DATA SHOWN:
────────

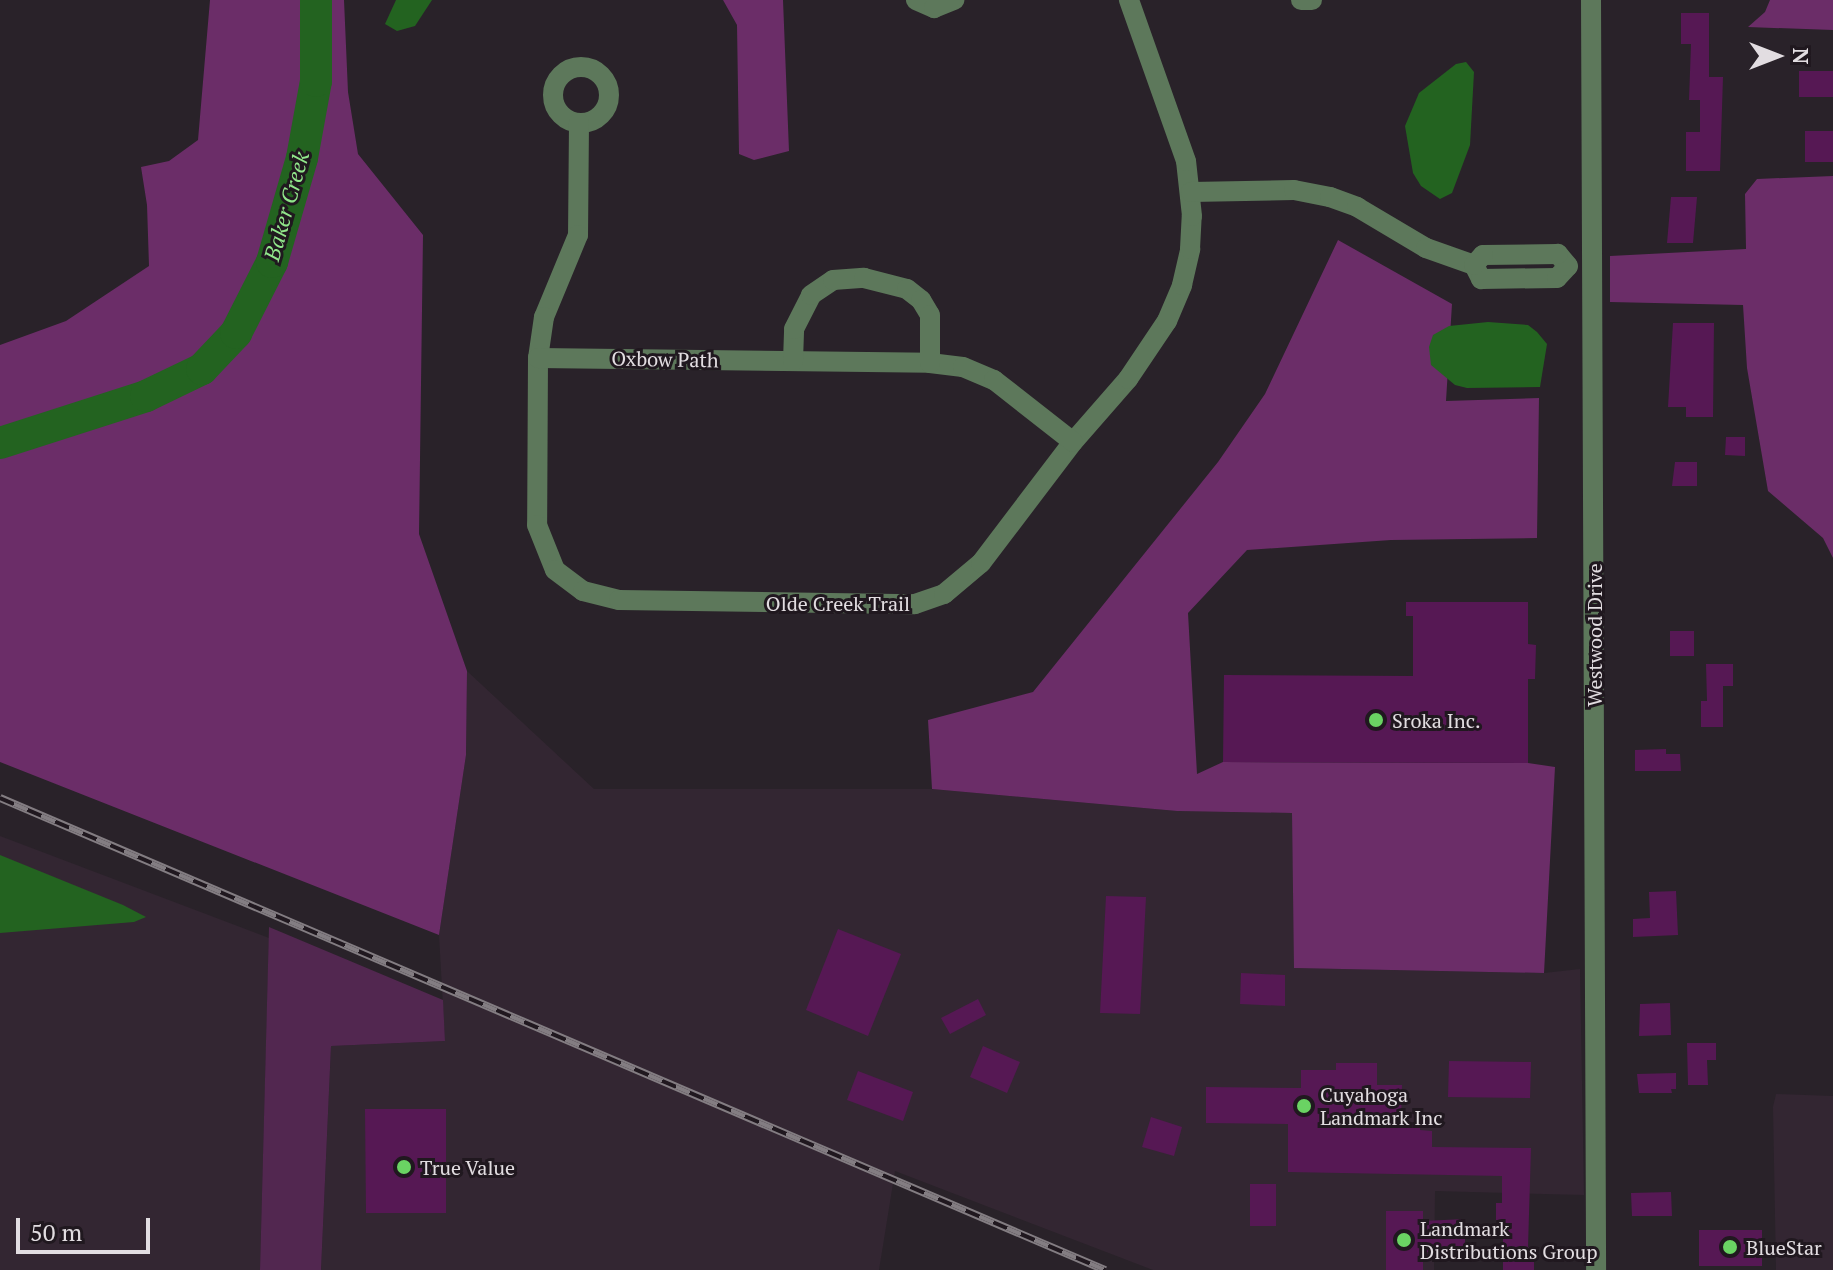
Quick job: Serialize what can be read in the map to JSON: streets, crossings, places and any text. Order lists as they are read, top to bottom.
{
  "streets": {
    "street": ["Oxbow Path", "Olde Creek Trail", "Westwood Drive"]
  },
  "crossings": [
    ["Oxbow Path", "Olde Creek Trail"]
  ],
  "water": ["Baker Creek"],
  "places": [
    "Sroka Inc.",
    "Cuyahoga Landmark Inc",
    "True Value",
    "Landmark Distributions Group",
    "BlueStar"
  ],
  "scale_bar": "50 m",
  "north": "right"
}
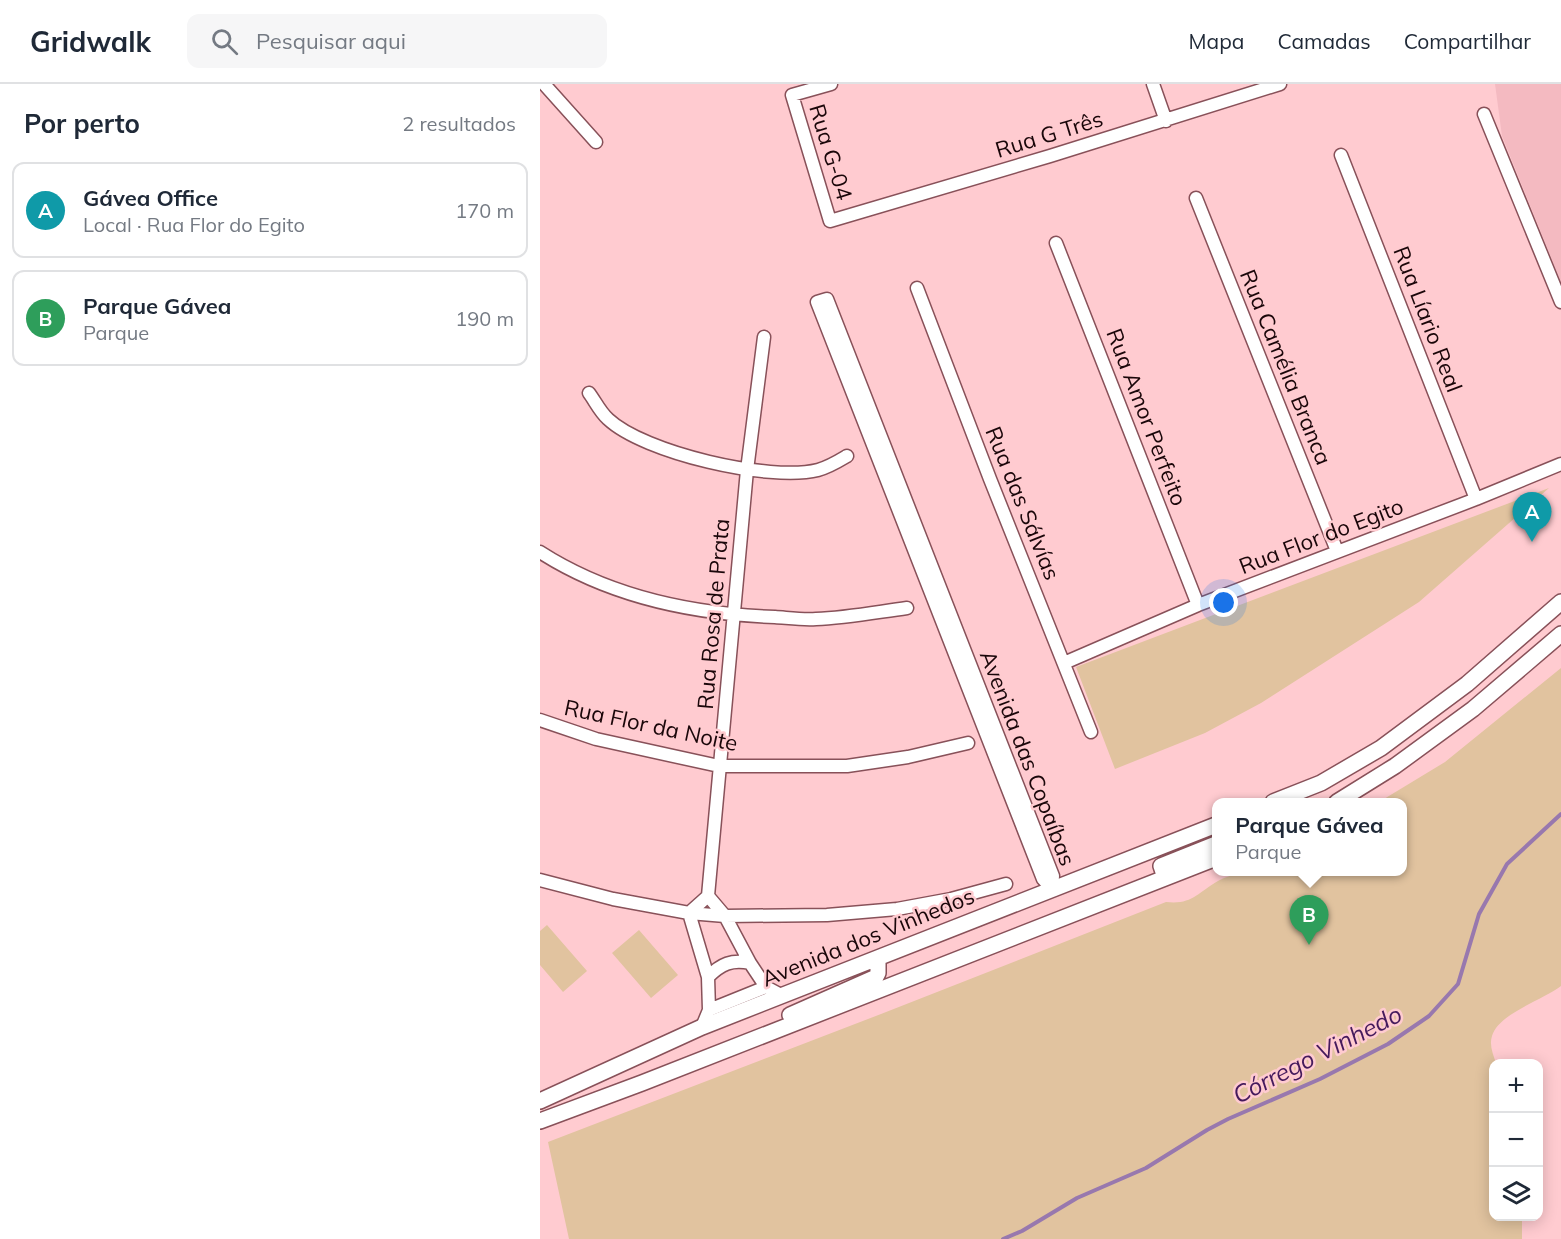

────────

PROBLEM TO WORK ON:
Every record is to be restated word for word, with the pictures left out.

SOLUTION:
Quick job: Serialize what can be read in the map to JSON: streets, crossings, places and any text. Order lists as they are read, top to bottom.
{
  "streets": {
    "street": ["Oxbow Path", "Olde Creek Trail", "Westwood Drive"]
  },
  "crossings": [
    ["Oxbow Path", "Olde Creek Trail"]
  ],
  "water": ["Baker Creek"],
  "places": [
    "Sroka Inc.",
    "Cuyahoga Landmark Inc",
    "True Value",
    "Landmark Distributions Group",
    "BlueStar"
  ],
  "scale_bar": "50 m",
  "north": "right"
}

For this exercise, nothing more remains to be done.